- **PROBLEM TO WORK ON**:
Include in the reply only the lines from the start of the data below through the line containing "filter:drop-shadow(1px 0 #fff)", reproduced exactly and with no pictures.

*** SOURCE DATA ***

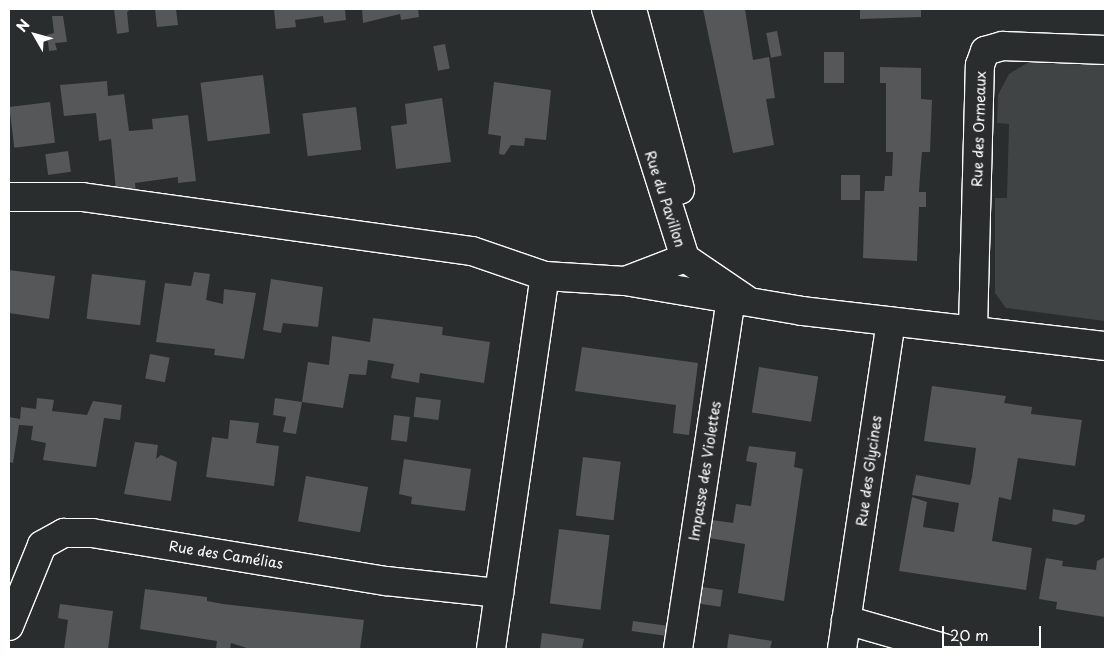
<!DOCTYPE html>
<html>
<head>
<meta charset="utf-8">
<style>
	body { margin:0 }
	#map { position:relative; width:1114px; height:658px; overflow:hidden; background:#2a2d2e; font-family:"Playpen Sans",sans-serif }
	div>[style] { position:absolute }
	.green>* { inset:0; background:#414445 }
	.building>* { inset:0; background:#555758; transform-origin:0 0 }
	.roads { filter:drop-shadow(1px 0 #fff) drop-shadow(-1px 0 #fff) drop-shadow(0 1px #fff) drop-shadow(0 -1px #fff) }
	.street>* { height:28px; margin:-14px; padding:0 14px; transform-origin:14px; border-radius:14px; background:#2a2d2e }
	.secondary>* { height:28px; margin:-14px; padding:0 14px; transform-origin:14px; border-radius:14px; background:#2a2d2e }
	span { translate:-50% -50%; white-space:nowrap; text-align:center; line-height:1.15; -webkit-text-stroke:4px #2a2d2e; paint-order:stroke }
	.street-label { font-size:14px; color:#fff }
	.frame { position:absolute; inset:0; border:10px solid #fff; pointer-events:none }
	.north { position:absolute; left:10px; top:10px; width:50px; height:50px; -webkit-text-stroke:4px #2a2d2e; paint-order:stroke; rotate:308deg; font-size:14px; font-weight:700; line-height:20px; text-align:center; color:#fff }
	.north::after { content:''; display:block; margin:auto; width:18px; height:22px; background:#fff; clip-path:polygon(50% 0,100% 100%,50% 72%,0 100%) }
	.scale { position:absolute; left:942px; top:626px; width:99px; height:22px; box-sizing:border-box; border:2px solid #fff; border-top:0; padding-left:6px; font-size:15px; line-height:18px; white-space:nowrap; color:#fff; -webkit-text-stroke:4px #2a2d2e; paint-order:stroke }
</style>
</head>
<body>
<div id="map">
	<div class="green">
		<i style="clip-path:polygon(1027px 63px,1105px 65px,1105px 321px,1006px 308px,995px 293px,995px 198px,1007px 198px,1009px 124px,997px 123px,998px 95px,1009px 74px)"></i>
	</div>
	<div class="building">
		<i style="clip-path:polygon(114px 9px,131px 9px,127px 12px,129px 32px,117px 34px)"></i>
		<i style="clip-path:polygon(155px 9px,176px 9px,178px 25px,157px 27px)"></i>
		<i style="clip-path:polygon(274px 9px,345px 9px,346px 20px,324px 23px,323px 16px,295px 20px,296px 27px,276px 29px)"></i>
		<i style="clip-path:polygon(362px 9px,418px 9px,419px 17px,401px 20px,400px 14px,363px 23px)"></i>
		<i style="clip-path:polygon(703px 9px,745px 9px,753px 60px,769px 57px,775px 98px,766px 99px,774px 145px,733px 153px)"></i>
		<i style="clip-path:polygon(860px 9px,921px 9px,921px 17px,860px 19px)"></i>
		<i style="clip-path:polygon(52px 16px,63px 16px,67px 42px,55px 43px,57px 50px,49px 51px,47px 35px,54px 33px)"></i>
		<i style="left:777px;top:31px;width:25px;height:11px;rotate:79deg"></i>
		<i style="left:445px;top:44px;width:25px;height:12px;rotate:79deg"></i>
		<i style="left:844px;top:52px;width:31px;height:20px;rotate:90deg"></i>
		<i style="clip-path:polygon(880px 67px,921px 68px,921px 99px,932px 100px,930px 152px,922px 152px,920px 176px,919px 192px,926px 192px,926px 207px,919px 207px,917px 261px,863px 258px,865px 191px,884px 191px,885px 176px,892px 176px,893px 152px,886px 152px,886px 83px,880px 83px)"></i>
		<i style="left:263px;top:75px;width:59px;height:63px;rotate:83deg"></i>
		<i style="clip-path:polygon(107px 81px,108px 96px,124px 94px,129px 131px,153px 129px,152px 119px,188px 115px,196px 181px,178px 183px,178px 177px,135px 183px,136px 193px,116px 191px,111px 139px,99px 141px,96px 113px,64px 116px,60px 85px)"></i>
		<i style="clip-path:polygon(494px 82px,551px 90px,546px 140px,525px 138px,524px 146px,511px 145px,504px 155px,499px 154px,501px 136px,488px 134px)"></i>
		<i style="clip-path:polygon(442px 98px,451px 162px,396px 169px,391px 126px,407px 124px,405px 104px)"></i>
		<i style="left:50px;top:102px;width:41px;height:41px;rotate:83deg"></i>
		<i style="left:356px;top:107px;width:43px;height:54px;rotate:83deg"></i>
		<i style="left:68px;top:151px;width:21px;height:23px;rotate:82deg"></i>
		<i style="left:841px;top:175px;width:19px;height:25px"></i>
		<i style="clip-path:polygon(9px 270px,55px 276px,49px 319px,9px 313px)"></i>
		<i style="clip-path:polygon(194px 272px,210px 274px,206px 300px,223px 304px,224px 289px,256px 293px,244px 359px,214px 355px,215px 349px,156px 342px,165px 283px,191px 286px)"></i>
		<i style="left:92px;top:274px;width:54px;height:45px;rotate:7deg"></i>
		<i style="clip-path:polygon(271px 279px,323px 287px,318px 327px,283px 323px,281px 333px,263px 330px)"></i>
		<i style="clip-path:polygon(373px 318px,443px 327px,442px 335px,490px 342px,484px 383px,420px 373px,419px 383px,391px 378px,394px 364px,368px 360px,366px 375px,349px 374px,343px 408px,302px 402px,308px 362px,329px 365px,332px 336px,370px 342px)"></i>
		<i style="clip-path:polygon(582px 347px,698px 363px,689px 435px,673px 433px,676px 405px,575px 391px)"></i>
		<i style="left:150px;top:354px;width:20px;height:25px;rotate:11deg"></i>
		<i style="left:759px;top:367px;width:60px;height:46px;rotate:9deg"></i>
		<i style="clip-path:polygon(932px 386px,1006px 396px,1004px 403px,1032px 407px,1031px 414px,1082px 420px,1075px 466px,1018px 458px,1011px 500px,999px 497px,992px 541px,1032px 548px,1026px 590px,899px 571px,912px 497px,927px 502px,923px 527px,954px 532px,959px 503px,912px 495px,916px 475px,970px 485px,972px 477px,976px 448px,924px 441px)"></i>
		<i style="left:416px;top:397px;width:25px;height:20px;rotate:7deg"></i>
		<i style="clip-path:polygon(37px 398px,54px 400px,52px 411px,87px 415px,93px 401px,122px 405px,120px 420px,104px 418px,96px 467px,43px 460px,46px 443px,31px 440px,33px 426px,19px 425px,13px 463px,9px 462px,9px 417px,20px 419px,21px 407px,36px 409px)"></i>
		<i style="clip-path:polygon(275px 398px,302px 402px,296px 434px,283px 432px,286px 417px,273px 415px)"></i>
		<i style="left:394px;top:415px;width:16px;height:25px;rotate:7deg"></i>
		<i style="clip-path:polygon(230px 420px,259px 423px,256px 443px,279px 446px,274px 486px,206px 477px,212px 437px,228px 439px)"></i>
		<i style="clip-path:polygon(135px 442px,158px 445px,156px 459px,161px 455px,177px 462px,171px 501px,124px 494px)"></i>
		<i style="clip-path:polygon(749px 446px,796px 452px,794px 467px,803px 469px,784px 601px,738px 593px,745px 544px,709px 538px,712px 520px,733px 523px,736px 504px,751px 506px,757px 463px,746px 461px)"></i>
		<i style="left:583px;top:457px;width:38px;height:59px;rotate:7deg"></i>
		<i style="clip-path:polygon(404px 459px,471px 469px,465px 511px,411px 504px,412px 497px,399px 494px)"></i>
		<i style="left:306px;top:476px;width:63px;height:46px;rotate:10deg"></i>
		<i style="clip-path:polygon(1053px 509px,1085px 515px,1084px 521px,1076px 525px,1052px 521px)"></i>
		<i style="left:559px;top:529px;width:51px;height:75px;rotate:7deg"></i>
		<i style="clip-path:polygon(1105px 557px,1105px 617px,1056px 609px,1057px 602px,1039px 599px,1046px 558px,1063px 561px,1062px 566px,1096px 570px,1097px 561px)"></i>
		<i style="left:702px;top:587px;width:21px;height:17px;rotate:8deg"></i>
		<i style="clip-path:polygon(145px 589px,207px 597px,207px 601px,223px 604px,364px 620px,360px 649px,250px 649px,231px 643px,230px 649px,216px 649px,217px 641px,140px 629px)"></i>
		<i style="clip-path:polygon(60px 604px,113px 611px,108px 649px,64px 649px,68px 620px,58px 618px)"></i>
		<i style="left:633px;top:621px;width:36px;height:10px;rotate:8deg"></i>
		<i style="clip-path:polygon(542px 633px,584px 639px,582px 649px,540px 649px)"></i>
		<i style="clip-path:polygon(729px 634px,772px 641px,770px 649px,727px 649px)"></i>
	</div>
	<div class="roads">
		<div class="street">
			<i style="left:606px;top:9px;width:261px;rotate:72.4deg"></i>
			<i style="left:632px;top:9px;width:187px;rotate:75.1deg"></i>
			<i style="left:973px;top:328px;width:263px;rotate:-88.5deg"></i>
			<i style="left:980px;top:65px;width:15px;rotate:-70deg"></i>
			<i style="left:985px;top:51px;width:19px;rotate:-16deg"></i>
			<i style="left:1003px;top:46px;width:102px;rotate:2.2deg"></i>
			<i style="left:846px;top:620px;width:105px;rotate:16deg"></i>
			<i style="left:9px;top:626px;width:87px;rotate:-67.8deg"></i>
			<i style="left:42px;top:545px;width:25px;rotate:-29deg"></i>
			<i style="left:64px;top:533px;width:28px"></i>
			<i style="left:92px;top:533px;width:298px;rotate:9.3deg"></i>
			<i style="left:386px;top:581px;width:114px;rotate:6.1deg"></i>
			<i style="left:491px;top:649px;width:377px;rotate:-81.8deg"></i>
			<i style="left:678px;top:649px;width:361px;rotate:-81.4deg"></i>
			<i style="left:842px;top:649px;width:331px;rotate:-81.5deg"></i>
		</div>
		<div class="secondary">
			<i style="left:9px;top:197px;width:73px"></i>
			<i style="left:82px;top:197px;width:394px;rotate:7.9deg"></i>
			<i style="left:472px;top:251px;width:77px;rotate:18.9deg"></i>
			<i style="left:545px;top:276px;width:80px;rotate:3.6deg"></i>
			<i style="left:625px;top:281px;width:180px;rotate:9.6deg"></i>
			<i style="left:802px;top:311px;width:305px;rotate:6.6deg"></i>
			<i style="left:625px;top:281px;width:64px;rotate:-21deg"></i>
			<i style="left:685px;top:258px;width:73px;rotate:34.3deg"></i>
		</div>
	</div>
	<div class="street-label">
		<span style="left:979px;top:129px;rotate:-88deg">Rue des Ormeaux</span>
		<span style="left:665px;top:199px;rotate:72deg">Rue du Pavillon</span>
		<span style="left:705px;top:471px;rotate:-81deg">Impasse des Violettes</span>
		<span style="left:869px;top:471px;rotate:-82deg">Rue des Glycines</span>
		<span style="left:226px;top:555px;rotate:9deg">Rue des Camélias</span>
	</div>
	<div class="frame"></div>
	<div class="north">N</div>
	<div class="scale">20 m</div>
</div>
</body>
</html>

*** End of SOURCE DATA ***

- **OUTPUT OF THE TASK**:
<!DOCTYPE html>
<html>
<head>
<meta charset="utf-8">
<style>
	body { margin:0 }
	#map { position:relative; width:1114px; height:658px; overflow:hidden; background:#2a2d2e; font-family:"Playpen Sans",sans-serif }
	div>[style] { position:absolute }
	.green>* { inset:0; background:#414445 }
	.building>* { inset:0; background:#555758; transform-origin:0 0 }
	.roads { filter:drop-shadow(1px 0 #fff) drop-shadow(-1px 0 #fff) drop-shadow(0 1px #fff) drop-shadow(0 -1px #fff) }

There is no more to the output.